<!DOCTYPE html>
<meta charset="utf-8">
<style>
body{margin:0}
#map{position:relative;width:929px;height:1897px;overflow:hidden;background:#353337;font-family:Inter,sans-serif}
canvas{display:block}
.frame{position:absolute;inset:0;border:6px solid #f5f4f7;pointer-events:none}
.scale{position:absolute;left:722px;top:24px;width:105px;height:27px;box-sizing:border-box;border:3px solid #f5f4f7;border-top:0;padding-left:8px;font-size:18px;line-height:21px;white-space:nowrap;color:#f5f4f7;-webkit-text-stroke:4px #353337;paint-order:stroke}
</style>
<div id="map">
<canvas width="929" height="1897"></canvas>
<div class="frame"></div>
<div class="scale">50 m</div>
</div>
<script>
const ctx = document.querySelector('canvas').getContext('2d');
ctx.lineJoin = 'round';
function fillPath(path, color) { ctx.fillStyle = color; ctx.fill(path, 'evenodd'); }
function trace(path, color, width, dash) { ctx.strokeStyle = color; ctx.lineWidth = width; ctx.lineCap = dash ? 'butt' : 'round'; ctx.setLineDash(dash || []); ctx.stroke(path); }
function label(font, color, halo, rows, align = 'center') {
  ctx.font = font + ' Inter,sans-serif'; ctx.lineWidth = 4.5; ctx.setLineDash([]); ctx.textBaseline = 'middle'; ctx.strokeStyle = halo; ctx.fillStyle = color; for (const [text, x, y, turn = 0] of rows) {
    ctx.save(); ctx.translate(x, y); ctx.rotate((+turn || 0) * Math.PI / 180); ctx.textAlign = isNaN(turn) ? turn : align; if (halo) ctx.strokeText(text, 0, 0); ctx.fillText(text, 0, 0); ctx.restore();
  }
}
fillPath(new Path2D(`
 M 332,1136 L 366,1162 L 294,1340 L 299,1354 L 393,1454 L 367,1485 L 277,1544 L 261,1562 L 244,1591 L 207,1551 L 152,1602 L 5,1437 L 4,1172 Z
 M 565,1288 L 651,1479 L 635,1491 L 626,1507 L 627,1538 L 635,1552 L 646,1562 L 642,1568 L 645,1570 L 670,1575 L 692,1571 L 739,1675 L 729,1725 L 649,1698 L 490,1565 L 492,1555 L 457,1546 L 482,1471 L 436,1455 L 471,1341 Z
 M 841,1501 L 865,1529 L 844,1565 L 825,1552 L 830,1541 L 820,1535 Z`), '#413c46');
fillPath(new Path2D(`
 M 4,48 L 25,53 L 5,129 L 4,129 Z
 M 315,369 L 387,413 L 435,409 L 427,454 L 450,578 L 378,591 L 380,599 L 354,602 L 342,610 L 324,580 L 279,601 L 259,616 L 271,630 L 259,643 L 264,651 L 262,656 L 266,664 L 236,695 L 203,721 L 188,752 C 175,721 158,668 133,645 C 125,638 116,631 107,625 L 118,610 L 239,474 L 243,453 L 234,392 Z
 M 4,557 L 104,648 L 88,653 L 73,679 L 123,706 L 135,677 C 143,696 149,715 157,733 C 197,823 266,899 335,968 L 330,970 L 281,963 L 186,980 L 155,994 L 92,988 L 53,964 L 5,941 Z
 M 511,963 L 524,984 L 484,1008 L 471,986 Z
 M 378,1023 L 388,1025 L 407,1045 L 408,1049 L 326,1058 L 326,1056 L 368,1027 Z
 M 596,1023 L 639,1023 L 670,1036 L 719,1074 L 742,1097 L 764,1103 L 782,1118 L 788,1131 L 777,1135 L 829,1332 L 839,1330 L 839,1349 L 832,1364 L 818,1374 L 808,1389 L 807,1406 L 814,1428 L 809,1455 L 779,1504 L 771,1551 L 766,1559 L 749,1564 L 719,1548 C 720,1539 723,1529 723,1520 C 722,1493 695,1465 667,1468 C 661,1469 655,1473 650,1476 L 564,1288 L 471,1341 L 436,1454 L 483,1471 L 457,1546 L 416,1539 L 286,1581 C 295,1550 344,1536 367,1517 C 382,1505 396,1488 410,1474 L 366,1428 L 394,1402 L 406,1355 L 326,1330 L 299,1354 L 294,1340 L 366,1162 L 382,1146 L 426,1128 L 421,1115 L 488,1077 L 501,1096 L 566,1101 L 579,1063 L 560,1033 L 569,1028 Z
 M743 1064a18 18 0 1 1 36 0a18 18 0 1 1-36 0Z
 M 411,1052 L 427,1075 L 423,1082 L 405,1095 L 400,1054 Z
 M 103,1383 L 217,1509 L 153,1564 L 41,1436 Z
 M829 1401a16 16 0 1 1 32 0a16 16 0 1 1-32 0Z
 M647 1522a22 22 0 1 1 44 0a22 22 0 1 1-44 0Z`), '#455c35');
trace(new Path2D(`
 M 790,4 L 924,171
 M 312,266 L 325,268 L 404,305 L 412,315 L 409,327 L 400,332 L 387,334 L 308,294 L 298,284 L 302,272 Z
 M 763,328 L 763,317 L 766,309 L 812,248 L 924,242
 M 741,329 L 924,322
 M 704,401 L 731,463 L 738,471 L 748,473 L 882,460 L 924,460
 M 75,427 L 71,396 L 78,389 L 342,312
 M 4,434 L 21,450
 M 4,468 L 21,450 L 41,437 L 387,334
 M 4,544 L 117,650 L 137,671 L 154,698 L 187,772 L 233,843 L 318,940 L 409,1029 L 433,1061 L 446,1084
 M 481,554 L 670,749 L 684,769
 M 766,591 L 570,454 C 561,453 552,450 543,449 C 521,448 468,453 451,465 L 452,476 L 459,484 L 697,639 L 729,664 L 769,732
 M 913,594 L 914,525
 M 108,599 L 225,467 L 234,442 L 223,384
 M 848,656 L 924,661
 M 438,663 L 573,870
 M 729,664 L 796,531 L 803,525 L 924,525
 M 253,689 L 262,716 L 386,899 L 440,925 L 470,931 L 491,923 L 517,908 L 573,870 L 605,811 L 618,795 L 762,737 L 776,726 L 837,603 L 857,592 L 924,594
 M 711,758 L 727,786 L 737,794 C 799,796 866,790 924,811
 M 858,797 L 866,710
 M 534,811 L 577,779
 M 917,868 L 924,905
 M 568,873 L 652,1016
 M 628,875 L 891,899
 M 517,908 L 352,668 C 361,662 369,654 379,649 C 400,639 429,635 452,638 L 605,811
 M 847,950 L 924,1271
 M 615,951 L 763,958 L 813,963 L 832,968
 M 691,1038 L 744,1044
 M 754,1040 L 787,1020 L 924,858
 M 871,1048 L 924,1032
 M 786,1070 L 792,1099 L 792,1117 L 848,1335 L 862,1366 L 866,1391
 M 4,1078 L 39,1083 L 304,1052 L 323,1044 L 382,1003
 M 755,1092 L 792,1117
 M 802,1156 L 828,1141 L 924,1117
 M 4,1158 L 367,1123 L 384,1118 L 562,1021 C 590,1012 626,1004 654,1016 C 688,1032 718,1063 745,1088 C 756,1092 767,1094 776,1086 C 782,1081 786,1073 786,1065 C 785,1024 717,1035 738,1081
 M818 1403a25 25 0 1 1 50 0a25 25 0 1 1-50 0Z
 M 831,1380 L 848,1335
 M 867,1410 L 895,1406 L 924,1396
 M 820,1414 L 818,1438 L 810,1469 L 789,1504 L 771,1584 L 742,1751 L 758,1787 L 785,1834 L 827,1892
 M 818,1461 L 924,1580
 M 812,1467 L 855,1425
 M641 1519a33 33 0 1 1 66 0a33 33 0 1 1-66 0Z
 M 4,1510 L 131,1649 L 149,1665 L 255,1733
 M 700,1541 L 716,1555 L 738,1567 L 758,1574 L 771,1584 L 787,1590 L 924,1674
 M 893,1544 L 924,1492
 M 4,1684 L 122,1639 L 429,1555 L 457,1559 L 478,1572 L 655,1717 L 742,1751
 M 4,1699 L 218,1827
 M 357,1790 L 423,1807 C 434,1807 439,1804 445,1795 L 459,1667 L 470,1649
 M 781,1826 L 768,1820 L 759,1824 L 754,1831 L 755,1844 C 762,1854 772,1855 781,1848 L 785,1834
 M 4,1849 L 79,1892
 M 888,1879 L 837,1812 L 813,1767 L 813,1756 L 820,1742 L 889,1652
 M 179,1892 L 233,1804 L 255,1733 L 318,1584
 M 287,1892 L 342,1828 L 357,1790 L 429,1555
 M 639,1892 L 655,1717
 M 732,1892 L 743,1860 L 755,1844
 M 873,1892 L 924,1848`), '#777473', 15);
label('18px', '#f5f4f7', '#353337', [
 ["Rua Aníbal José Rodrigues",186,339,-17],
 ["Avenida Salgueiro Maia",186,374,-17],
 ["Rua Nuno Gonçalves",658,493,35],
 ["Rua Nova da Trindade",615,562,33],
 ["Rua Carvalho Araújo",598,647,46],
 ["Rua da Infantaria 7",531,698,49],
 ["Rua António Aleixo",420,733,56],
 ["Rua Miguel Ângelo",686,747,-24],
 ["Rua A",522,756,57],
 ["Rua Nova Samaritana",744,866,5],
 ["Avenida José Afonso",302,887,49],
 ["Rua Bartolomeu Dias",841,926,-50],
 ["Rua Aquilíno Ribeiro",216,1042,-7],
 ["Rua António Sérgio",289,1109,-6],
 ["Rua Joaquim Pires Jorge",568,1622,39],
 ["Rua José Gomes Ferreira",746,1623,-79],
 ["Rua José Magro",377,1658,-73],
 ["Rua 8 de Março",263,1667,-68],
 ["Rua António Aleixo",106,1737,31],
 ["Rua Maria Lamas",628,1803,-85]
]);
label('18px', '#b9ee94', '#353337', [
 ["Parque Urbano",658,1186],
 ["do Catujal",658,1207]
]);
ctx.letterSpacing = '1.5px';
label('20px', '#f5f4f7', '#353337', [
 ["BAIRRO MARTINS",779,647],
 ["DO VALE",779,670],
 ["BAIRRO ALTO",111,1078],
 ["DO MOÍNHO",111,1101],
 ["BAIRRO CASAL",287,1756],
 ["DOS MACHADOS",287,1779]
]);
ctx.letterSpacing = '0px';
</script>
____________________
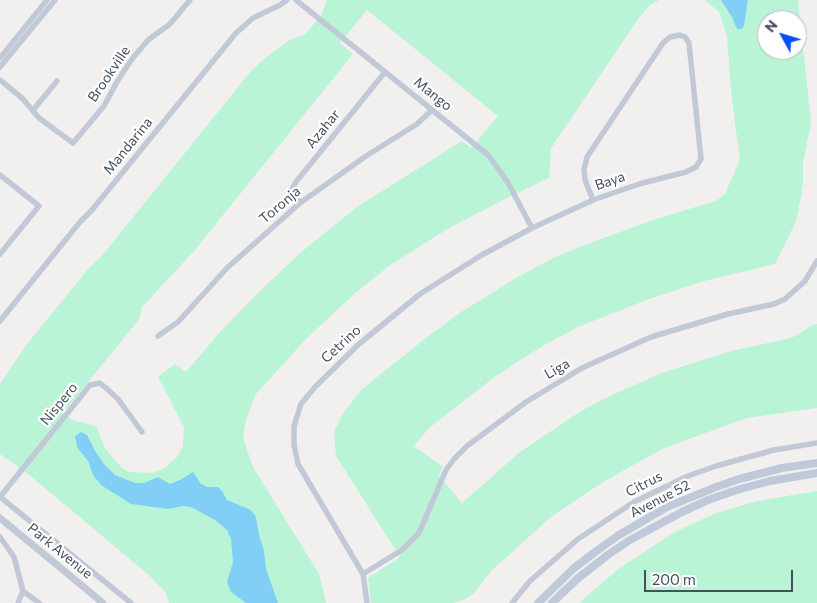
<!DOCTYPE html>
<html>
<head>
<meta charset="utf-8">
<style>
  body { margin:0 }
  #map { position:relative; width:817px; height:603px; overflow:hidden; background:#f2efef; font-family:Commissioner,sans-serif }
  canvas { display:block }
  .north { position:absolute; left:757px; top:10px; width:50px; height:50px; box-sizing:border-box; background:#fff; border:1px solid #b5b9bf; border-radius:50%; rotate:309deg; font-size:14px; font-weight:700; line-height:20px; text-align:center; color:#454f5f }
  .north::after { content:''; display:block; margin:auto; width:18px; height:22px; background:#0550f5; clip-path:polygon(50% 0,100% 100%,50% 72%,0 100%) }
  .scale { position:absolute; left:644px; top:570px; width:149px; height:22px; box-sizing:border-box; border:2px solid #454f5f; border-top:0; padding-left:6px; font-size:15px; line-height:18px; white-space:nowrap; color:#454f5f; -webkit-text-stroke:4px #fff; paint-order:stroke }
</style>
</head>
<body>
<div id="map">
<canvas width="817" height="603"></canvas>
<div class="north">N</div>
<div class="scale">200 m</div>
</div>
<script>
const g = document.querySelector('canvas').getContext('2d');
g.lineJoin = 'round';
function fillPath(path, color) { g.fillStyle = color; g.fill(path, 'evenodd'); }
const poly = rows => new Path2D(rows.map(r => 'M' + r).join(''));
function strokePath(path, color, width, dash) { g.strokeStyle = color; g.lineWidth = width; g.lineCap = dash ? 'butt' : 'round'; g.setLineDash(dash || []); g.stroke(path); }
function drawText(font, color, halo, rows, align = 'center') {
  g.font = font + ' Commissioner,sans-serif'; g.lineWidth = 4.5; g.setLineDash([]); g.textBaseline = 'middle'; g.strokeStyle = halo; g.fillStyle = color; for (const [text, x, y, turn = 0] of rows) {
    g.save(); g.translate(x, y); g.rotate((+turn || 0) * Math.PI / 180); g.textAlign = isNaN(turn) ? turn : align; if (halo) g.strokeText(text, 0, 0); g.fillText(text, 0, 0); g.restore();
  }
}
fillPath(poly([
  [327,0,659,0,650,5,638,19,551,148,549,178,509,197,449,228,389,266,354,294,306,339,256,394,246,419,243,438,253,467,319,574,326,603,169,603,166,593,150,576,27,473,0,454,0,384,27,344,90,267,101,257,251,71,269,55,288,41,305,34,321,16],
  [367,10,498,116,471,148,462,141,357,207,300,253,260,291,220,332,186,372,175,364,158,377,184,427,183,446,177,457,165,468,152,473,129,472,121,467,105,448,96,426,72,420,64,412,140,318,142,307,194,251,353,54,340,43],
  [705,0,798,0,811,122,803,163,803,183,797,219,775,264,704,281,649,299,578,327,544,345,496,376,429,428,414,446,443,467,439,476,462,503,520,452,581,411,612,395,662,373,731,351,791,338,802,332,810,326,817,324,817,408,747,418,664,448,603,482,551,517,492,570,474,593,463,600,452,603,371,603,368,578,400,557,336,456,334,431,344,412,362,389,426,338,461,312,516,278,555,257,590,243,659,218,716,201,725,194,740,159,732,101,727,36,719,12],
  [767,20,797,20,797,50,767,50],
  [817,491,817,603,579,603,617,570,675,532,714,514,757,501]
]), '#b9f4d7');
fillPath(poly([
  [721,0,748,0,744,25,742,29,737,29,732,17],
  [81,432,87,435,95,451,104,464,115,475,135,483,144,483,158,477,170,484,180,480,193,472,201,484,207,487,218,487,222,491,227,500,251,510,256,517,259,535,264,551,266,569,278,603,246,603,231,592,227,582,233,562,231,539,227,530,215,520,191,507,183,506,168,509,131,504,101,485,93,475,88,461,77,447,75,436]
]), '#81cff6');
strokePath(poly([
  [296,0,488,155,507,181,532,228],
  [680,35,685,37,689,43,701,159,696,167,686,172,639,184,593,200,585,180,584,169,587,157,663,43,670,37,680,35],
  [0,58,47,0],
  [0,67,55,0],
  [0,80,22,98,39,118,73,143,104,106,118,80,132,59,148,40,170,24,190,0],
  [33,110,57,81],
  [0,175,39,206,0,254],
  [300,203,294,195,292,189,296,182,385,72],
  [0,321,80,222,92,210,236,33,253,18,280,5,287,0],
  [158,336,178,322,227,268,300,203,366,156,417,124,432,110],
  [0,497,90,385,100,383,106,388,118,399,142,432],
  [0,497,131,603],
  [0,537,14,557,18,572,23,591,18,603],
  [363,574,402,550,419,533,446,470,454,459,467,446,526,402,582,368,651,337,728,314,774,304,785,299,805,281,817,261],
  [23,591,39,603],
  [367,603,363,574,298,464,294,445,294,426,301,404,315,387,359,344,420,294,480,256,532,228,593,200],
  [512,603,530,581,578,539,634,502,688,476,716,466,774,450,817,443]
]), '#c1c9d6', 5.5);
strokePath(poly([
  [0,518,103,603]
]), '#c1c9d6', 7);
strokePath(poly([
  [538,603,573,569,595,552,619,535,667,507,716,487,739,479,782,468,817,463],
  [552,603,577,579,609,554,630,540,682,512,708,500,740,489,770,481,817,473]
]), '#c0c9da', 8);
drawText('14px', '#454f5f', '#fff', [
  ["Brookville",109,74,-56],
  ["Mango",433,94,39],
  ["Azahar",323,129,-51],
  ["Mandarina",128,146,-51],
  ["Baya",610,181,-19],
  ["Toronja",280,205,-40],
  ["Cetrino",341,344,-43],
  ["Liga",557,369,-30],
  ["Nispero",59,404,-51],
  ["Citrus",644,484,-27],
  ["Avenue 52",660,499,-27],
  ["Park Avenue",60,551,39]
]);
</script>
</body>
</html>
____________________
= TASK BRIEF =
Copy each line of the entries in which the string "canvas" is found.

= TASK RESPONSE =
canvas{display:block}
<canvas width="929" height="1897"></canvas>
const ctx = document.querySelector('canvas').getContext('2d');
  canvas { display:block }
<canvas width="817" height="603"></canvas>
const g = document.querySelector('canvas').getContext('2d');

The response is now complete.